Over half of the world's population speaks more than one language. And for many bilingual speakers, code-switching — seamlessly switching between languages, even mid-sentence — is a natural part of everyday communication. Whether in casual conversations, contact centers, or IT helpdesks, speakers fluidly adapt to whichever language feels most natural in the moment.
Despite the prevalence of bilingual speakers across the world, there has been little work focused on how voice agents handle code-switched speech in enterprise settings. So, when a customer asked us how our voice agents would perform for their largely bilingual customer base who routinely code-switched, we decided to build our own benchmark and dataset to evaluate models. We focused on automatic speech recognition (ASR) — the first step in any voice agent pipeline — because transcription errors propagate forward into every downstream component. In enterprise settings, where a misrouted ticket or misunderstood policy question has real operational consequences, getting the transcript right is an especially important step of the voice agent pipeline.

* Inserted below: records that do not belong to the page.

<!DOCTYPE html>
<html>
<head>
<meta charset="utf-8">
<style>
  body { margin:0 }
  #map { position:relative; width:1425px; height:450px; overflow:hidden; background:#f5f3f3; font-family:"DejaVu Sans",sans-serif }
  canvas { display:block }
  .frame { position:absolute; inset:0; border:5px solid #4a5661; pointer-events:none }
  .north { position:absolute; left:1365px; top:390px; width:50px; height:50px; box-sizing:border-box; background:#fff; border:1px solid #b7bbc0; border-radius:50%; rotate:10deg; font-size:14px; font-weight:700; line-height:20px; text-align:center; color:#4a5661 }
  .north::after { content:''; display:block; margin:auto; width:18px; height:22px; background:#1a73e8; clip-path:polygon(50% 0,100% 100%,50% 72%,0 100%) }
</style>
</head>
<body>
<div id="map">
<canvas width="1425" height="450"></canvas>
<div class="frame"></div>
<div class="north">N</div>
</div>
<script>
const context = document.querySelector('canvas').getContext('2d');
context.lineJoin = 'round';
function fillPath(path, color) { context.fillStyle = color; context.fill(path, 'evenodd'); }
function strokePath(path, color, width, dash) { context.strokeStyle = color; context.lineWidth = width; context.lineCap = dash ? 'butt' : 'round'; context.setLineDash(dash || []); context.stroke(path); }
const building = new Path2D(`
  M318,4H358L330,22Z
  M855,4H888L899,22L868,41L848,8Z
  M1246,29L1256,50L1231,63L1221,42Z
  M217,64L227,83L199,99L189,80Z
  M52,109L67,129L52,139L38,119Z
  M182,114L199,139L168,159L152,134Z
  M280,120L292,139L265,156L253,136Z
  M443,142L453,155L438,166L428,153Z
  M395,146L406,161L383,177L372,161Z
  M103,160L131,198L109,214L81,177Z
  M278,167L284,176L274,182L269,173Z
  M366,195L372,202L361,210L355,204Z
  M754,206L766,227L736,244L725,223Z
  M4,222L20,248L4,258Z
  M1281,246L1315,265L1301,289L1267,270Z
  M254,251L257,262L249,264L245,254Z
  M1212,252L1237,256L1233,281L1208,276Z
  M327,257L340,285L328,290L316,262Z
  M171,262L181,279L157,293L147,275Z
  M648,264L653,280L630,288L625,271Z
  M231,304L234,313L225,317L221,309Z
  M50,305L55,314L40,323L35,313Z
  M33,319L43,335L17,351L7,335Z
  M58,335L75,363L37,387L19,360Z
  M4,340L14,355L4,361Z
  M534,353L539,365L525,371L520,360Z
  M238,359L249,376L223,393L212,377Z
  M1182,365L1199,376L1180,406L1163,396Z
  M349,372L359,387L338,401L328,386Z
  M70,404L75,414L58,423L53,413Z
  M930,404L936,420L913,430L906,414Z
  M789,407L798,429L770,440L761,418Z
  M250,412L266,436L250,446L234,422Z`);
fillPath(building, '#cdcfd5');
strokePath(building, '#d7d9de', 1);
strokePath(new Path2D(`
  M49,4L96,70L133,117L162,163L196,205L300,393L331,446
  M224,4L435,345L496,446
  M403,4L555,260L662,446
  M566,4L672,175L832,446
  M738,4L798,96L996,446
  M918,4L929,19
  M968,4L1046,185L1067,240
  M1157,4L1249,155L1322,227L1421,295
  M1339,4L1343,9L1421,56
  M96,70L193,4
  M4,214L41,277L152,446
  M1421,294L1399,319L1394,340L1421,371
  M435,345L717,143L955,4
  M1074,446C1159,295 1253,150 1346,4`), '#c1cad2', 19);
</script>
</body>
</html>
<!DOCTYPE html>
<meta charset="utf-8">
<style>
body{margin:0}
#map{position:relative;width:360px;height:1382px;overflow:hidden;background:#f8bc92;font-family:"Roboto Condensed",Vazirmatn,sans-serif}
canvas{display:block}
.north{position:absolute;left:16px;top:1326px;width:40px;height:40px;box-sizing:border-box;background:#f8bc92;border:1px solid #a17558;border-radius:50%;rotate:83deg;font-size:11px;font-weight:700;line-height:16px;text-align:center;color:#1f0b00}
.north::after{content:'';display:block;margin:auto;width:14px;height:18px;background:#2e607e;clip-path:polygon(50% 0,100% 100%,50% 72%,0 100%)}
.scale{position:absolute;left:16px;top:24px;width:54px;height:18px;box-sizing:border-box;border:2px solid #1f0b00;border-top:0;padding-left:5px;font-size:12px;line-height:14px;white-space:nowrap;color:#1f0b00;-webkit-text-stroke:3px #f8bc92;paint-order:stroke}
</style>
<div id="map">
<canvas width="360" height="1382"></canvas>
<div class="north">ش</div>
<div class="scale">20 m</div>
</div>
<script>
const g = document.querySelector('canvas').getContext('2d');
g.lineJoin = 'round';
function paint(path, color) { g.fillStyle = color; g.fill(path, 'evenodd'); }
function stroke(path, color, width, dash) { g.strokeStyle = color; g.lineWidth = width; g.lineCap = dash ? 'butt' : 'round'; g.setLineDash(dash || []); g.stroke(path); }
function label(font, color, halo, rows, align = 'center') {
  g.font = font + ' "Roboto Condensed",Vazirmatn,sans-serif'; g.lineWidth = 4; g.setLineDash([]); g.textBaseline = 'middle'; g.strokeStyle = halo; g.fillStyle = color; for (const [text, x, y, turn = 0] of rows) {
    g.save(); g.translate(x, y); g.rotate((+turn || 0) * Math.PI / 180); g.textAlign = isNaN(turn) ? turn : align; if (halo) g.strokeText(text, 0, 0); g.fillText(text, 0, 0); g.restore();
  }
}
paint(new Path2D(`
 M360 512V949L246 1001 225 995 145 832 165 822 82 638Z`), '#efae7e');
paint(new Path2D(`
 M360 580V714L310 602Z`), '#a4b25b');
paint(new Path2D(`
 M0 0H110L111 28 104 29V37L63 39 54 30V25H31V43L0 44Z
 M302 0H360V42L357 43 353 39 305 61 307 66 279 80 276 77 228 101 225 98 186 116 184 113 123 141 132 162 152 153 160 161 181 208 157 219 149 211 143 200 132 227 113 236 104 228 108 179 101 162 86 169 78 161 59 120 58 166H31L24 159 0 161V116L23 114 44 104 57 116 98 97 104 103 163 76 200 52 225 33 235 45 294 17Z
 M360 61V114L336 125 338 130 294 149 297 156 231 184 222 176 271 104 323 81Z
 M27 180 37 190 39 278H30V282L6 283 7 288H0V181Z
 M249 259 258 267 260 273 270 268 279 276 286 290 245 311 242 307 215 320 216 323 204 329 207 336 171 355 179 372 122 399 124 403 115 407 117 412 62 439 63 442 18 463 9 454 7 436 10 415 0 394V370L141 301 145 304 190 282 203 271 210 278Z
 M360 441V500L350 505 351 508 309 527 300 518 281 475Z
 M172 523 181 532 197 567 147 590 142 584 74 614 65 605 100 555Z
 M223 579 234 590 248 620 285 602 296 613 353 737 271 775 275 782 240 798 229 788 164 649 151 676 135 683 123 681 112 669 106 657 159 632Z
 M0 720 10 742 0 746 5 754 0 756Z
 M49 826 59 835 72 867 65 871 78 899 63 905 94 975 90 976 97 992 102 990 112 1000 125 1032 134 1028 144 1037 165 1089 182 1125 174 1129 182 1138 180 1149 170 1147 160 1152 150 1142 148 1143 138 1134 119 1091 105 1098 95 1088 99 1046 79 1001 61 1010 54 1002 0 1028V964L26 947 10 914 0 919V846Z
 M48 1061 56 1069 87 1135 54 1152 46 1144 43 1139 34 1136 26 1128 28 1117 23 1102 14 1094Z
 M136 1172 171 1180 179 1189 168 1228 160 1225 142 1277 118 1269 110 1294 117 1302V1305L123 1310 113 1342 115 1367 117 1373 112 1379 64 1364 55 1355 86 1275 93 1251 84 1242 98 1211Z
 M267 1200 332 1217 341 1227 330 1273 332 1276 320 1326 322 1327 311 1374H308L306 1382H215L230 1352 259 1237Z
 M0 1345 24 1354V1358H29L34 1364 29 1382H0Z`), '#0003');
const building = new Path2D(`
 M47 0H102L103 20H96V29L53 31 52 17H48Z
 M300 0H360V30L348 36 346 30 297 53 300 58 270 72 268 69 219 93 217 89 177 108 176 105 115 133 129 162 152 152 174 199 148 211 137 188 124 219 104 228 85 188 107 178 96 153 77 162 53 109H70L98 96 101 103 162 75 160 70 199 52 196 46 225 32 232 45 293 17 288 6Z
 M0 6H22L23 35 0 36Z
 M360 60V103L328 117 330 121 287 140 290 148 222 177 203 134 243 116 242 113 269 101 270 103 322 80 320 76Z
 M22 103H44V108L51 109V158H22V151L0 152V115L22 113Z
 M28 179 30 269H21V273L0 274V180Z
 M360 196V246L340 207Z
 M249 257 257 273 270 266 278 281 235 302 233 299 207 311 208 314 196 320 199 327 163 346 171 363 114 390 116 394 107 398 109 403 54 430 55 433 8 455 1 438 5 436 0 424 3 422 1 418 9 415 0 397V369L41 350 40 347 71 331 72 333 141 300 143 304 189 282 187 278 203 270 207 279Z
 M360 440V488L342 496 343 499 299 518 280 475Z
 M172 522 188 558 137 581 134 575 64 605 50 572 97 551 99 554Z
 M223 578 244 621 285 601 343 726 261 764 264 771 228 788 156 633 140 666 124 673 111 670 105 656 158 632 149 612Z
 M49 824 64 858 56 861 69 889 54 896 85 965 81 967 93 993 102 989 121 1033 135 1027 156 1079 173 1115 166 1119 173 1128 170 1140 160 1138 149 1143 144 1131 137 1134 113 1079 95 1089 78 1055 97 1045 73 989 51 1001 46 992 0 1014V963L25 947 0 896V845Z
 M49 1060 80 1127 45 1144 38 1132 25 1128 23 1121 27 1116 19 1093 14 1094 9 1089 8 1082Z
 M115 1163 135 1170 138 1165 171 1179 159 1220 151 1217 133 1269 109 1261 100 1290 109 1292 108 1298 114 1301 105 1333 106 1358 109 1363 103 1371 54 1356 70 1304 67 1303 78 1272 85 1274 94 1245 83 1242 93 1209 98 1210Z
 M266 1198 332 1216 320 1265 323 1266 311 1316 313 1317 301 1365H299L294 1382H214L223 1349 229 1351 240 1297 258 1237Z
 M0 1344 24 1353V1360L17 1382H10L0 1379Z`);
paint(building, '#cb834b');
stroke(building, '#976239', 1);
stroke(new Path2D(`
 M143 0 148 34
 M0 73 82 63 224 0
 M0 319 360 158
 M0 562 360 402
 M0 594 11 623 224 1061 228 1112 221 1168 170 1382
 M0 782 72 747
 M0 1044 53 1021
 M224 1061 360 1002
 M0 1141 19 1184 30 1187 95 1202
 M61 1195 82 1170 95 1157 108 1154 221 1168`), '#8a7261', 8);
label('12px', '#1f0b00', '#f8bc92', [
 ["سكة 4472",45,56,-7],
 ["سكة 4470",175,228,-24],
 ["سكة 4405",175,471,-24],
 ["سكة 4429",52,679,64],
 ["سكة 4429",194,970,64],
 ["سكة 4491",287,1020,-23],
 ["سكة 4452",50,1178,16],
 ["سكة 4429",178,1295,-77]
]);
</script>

Our benchmark covers four language pairs that were most relevant for our customer base: Spanish-English, French-English, Canadian French-English, and German-English. It uses the non-English language as the matrix framing, with English embedded at varying lengths. The data covers a wide range of Human Resources (HR) and IT Service management (ITSM) scenarios, including employee inquiries about benefits or payroll, and support requests such as password resets, VPN access, or device troubleshooting. To measure how various models perform, we report three metrics: Word Error Rate (WER), Semantic Word Error Rate (SWER), and Answer Error Rate (AER). We choose these metrics to capture both (1) the models' exact accuracy in transcription, as well as (2) their ability to preserve the meaning of the utterance for downstream tasks.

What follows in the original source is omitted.